A binary search tree is a binary tree where:

  • Every node in the left subtree contains values smaller than the current node.
  • Every node in the right subtree contains values larger than the current node.

A height-balanced tree means that for every node, the difference between the heights of its left and right subtrees is at most one. In practical terms, the tree should not become heavily skewed to one side, because a skewed tree behaves more like a linked list and loses the efficiency benefits of a BST.

The input is a sorted array, which is important because the sorted order naturally corresponds to an inorder traversal of a BST. Since inorder traversal of a BST produces values in sorted order, the challenge becomes reconstructing a balanced BST while preserving this ordering.

The expected output is the root node of a valid height-balanced BST. Importantly, the problem does not require a unique answer. Multiple valid balanced BSTs may exist for the same input. As long as the resulting tree satisfies both BST ordering and height-balance conditions, it is accepted.

The constraints tell us several important things:

  • 1 <= nums.length <= 10^4 means the input size can be moderately large, so inefficient approaches should be avoided.
  • nums is strictly increasing, meaning there are no duplicates. This simplifies BST construction because we never need to decide how to handle equal values.
  • Values range from -10^4 to 10^4, but the magnitude of values is not especially important here. The structure of the array matters more than the numbers themselves.

Several edge cases deserve attention:

A single-element array such as [5] should produce a tree with just one node.

Arrays with two elements like [1,3] can form multiple valid balanced BSTs. The implementation must not assume only one correct shape exists.

Very small arrays are common sources of off-by-one errors when splitting into left and right halves.

Since the input is guaranteed to be sorted and non-empty, we do not need to validate sorting or handle empty input outside recursive base cases.

Approaches

Brute Force Approach

A brute-force idea would be to try constructing every possible BST from the given numbers and then check whether each tree is height-balanced.

Since the array is sorted, we could theoretically choose every element as a root, recursively generate all possible left and right subtrees, then validate whether the resulting tree is balanced and satisfies BST properties.

This approach is correct because it explores the entire solution space. Eventually, it would find at least one valid balanced BST.

However, this method is computationally infeasible. The number of possible BSTs grows exponentially, following the Catalan number sequence. Even for moderate input sizes, generating all possibilities becomes prohibitively expensive.

The brute-force method is therefore unsuitable for n = 10^4.

Optimal Approach, Divide and Conquer

The key insight is that a sorted array already contains the inorder traversal of a BST.

To keep the tree balanced, we should place the middle element of the array at the root. This naturally divides the remaining elements into two roughly equal halves:

  • Elements to the left of the middle become the left subtree.
  • Elements to the right become the right subtree.

Because the array is sorted:

  • Left-side elements are always smaller than the root.
  • Right-side elements are always larger than the root.

This automatically satisfies BST ordering.

We can recursively repeat the same process for each half of the array. Each recursive step reduces the problem size, producing a balanced structure.

This is a classic divide-and-conquer strategy.

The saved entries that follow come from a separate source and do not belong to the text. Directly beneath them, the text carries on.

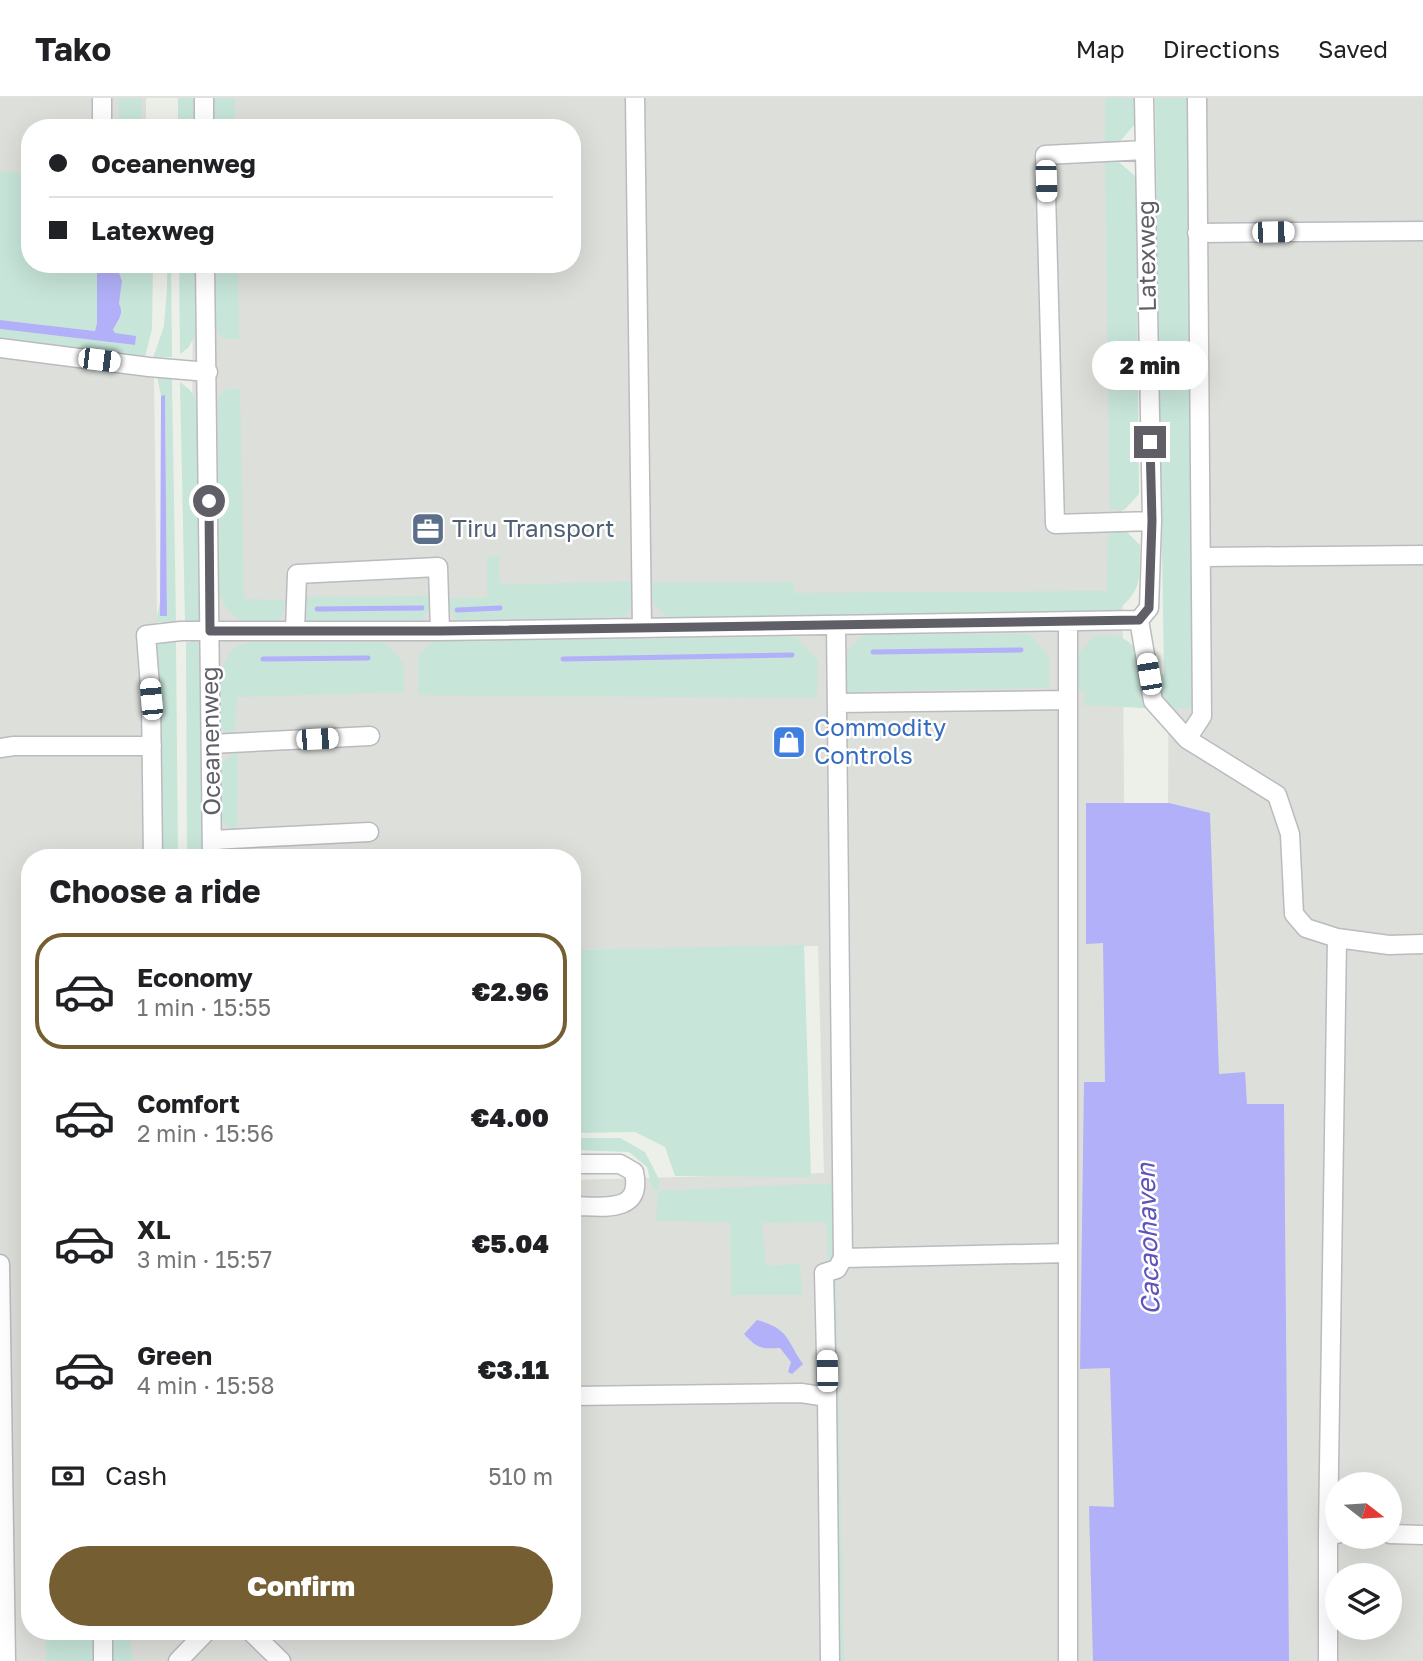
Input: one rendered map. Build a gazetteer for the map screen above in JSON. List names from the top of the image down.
{
  "streets": {
    "street": ["Latexweg", "Oceanenweg"]
  },
  "water": ["Cacaohaven"],
  "places": {
    "office": ["Tiru Transport"],
    "shop": ["Commodity Controls"]
  },
  "north": "right",
  "page": {
    "header": "Tako",
    "nav": ["Map", "Directions", "Saved"],
    "banner": ["Oceanenweg", "Latexweg"],
    "bubble": "2 min",
    "heading": "Choose a ride",
    "list": [
      {
        "name": "Economy",
        "note": "1 min · 15:55",
        "value": "€2.96"
      },
      {
        "name": "Comfort",
        "note": "2 min · 15:56",
        "value": "€4.00"
      },
      {
        "name": "XL",
        "note": "3 min · 15:57",
        "value": "€5.04"
      },
      {
        "name": "Green",
        "note": "4 min · 15:58",
        "value": "€3.11"
      }
    ],
    "pay": ["Cash", "510 m"],
    "buttons": "Confirm"
  }
}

Approach Time Complexity Space Complexity Notes
Brute Force Exponential Exponential Generates many BST possibilities and validates balance
Optimal O(n) O(log n) Recursively selects midpoint to maintain balance

Algorithm Walkthrough

Optimal Algorithm

  1. Define a recursive helper function that works on a subarray range using two indices, left and right.

Instead of slicing arrays repeatedly, we pass boundaries. This avoids unnecessary copying and keeps memory usage efficient. 2. Handle the base case.

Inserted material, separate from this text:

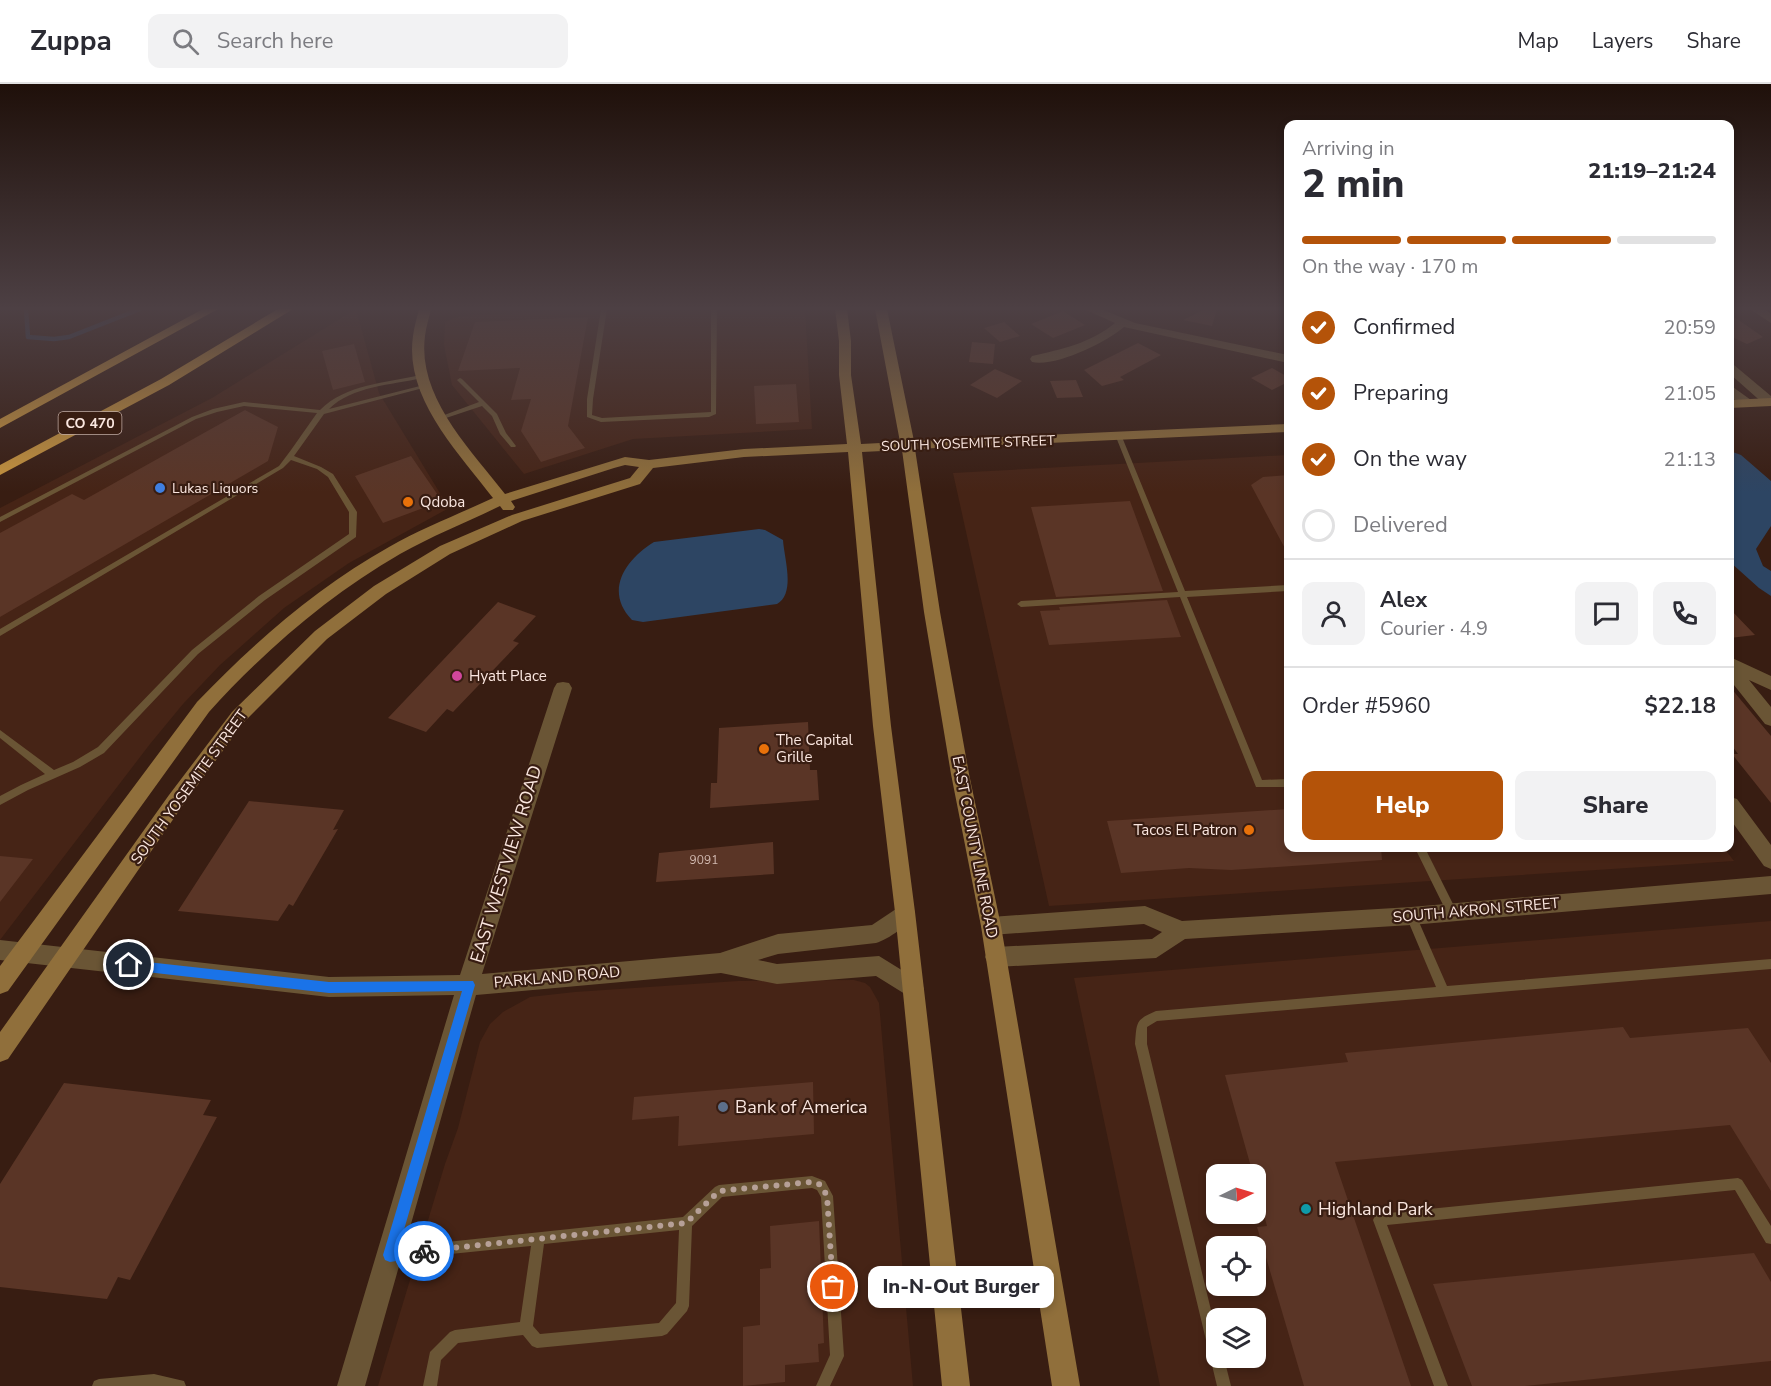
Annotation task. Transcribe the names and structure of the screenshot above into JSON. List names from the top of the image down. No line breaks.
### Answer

If left > right, it means there are no elements remaining in this portion of the array. Return None (or nil in Go). 3. Compute the middle index.

Use:

mid = (left + right) // 2

The middle element is chosen because it produces the most balanced split possible. 4. Create a tree node using the middle element.

This node becomes the root of the current subtree. 5. Recursively construct the left subtree.

Call the helper on the left half:

left to mid - 1

Since all these values are smaller than the root, BST ordering remains valid. 6. Recursively construct the right subtree.

Call the helper on the right half:

mid + 1 to right

Since all these values are larger than the root, BST ordering is preserved. 7. Return the constructed node.

The recursion naturally assembles the full balanced BST from bottom to top.

Why it works

The algorithm works because each recursive call preserves two essential invariants:

First, BST ordering is maintained because the array is sorted. Choosing the middle element ensures all left-side values remain smaller and all right-side values remain larger.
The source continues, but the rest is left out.